=== The problem ===
Only one span of the listing below is wanted: the lines from the one with "function trace(path, color, width, dash)" through the one with "function label(font, color, halo, rows, align", reproduced exactly, both ends kept.

=== Record extracts ===

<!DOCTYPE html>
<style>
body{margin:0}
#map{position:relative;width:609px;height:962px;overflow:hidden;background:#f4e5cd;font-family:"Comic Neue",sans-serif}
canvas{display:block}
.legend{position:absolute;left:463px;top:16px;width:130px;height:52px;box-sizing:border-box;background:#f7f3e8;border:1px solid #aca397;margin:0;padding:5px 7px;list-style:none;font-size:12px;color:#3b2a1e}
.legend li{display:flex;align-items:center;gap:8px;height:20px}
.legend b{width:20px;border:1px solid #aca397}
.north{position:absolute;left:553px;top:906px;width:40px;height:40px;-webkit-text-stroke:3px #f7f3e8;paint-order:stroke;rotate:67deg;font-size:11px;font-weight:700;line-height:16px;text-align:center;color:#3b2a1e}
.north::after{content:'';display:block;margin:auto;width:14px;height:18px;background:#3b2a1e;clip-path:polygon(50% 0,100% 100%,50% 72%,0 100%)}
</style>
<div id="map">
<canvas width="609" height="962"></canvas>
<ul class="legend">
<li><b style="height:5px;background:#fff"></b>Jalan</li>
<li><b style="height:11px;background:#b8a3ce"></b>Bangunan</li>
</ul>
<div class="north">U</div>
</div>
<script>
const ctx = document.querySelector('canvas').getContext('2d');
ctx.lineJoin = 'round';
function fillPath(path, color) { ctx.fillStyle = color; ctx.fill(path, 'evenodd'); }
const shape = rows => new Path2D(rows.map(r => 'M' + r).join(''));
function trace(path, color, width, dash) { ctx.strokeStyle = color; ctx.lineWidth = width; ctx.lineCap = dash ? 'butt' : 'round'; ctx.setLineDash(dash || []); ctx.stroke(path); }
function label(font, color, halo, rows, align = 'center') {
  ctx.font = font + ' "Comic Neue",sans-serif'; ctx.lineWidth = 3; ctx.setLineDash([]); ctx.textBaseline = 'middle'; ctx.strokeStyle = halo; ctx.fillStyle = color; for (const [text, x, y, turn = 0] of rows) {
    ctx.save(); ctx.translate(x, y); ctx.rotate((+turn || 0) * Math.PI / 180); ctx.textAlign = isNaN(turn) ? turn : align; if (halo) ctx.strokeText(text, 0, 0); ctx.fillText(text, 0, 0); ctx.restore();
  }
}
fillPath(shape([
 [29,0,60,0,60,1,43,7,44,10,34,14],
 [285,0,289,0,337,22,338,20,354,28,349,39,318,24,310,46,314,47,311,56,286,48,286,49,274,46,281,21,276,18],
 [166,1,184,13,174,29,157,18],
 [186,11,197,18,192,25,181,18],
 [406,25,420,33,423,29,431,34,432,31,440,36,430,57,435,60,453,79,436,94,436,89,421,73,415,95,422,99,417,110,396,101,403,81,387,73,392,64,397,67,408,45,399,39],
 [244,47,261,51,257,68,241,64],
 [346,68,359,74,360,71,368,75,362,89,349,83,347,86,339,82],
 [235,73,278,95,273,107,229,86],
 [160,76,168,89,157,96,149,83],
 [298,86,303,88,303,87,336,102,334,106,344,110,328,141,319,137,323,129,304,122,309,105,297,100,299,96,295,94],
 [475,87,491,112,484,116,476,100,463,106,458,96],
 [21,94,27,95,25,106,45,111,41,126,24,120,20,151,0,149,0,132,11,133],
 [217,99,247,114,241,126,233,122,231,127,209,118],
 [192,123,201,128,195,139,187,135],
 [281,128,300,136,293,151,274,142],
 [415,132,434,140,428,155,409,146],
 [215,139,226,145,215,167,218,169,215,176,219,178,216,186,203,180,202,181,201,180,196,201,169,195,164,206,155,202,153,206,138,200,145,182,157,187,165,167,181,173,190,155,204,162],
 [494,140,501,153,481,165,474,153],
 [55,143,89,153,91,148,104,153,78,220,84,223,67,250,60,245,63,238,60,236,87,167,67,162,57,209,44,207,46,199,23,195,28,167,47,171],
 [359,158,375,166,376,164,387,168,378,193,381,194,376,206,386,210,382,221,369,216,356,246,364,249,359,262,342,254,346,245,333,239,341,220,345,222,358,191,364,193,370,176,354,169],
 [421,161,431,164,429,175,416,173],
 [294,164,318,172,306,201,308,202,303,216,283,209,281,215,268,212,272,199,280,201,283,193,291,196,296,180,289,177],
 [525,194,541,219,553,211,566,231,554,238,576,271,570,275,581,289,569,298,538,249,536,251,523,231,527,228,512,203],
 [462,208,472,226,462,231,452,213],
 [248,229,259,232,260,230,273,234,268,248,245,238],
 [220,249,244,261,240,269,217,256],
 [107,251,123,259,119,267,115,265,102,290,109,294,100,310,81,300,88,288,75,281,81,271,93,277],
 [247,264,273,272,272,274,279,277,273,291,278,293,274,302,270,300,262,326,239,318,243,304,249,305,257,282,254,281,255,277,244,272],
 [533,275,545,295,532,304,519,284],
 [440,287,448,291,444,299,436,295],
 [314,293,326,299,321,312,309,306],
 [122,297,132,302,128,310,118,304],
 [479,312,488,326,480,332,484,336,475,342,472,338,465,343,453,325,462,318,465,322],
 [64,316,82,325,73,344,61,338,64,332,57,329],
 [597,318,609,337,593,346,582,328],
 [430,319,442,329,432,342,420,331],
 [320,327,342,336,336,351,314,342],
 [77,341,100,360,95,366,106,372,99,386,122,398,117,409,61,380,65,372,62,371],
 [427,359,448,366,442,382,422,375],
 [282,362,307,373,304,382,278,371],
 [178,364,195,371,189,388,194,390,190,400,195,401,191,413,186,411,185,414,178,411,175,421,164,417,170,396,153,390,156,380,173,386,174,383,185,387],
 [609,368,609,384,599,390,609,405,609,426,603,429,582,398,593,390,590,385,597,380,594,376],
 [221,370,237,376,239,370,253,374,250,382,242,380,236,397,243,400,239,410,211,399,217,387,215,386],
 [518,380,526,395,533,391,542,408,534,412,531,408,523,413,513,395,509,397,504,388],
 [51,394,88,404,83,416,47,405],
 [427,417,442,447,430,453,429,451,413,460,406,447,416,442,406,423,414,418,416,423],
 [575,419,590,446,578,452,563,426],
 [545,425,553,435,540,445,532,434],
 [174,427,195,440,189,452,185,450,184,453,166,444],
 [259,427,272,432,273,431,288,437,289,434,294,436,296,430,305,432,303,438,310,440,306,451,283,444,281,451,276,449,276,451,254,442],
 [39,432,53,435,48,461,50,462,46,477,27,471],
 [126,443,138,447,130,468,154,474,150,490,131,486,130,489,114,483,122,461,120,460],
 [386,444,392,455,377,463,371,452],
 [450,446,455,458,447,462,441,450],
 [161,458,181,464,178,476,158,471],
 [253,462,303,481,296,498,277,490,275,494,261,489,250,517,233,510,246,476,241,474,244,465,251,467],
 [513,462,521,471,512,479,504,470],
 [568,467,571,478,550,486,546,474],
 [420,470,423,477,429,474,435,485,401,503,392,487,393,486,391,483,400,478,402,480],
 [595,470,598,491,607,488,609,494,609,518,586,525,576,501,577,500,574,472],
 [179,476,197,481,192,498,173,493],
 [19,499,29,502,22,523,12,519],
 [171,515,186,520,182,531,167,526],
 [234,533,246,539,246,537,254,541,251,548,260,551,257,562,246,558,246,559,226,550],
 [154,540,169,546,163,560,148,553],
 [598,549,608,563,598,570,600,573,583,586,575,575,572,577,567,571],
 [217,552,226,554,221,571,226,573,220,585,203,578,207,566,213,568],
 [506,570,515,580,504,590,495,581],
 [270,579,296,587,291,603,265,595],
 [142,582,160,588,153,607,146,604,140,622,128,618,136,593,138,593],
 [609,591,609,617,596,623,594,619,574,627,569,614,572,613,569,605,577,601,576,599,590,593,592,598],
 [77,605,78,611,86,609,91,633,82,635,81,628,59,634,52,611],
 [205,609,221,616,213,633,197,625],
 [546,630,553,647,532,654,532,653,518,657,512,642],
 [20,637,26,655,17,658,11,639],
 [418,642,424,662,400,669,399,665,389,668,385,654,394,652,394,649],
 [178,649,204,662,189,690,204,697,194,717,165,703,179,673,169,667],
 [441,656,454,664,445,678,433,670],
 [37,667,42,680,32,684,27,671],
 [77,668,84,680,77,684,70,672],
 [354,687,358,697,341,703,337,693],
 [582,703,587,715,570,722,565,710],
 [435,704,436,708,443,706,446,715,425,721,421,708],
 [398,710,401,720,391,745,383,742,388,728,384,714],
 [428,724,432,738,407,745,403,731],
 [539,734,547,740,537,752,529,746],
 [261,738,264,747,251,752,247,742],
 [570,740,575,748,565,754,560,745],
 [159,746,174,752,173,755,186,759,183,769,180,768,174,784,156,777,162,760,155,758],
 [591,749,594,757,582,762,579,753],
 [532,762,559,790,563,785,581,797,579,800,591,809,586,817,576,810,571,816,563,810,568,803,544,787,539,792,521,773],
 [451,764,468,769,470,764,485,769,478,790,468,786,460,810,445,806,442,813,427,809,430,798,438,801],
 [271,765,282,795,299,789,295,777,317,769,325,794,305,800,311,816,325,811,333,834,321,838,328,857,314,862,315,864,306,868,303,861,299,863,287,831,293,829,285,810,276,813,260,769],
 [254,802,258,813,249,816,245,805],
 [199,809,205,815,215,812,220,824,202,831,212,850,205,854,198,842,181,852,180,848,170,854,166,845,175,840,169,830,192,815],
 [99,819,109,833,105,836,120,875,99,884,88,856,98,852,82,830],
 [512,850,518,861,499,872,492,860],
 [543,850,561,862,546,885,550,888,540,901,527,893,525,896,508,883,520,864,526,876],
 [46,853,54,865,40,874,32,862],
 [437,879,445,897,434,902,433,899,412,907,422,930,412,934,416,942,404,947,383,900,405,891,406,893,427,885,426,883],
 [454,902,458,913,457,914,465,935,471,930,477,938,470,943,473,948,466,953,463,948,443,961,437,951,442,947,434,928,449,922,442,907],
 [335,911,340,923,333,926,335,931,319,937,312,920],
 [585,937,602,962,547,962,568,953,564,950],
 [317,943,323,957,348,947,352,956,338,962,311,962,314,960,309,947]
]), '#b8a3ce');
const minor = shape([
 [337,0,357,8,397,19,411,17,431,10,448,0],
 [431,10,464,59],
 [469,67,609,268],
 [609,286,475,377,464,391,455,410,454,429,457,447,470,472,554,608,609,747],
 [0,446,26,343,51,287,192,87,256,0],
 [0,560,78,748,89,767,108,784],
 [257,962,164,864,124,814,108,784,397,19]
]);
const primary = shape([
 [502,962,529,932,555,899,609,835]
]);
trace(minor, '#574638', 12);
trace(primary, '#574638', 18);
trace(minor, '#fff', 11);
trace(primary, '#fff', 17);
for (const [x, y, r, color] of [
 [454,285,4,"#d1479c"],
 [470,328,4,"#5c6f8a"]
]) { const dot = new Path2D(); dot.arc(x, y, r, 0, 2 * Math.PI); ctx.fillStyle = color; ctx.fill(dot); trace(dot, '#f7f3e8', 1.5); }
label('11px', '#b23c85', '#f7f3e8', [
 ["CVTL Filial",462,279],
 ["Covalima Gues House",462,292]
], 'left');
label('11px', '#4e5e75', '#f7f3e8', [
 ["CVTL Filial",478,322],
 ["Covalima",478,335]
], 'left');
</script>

=== Answer space ===
function trace(path, color, width, dash) { ctx.strokeStyle = color; ctx.lineWidth = width; ctx.lineCap = dash ? 'butt' : 'round'; ctx.setLineDash(dash || []); ctx.stroke(path); }
function label(font, color, halo, rows, align = 'center') {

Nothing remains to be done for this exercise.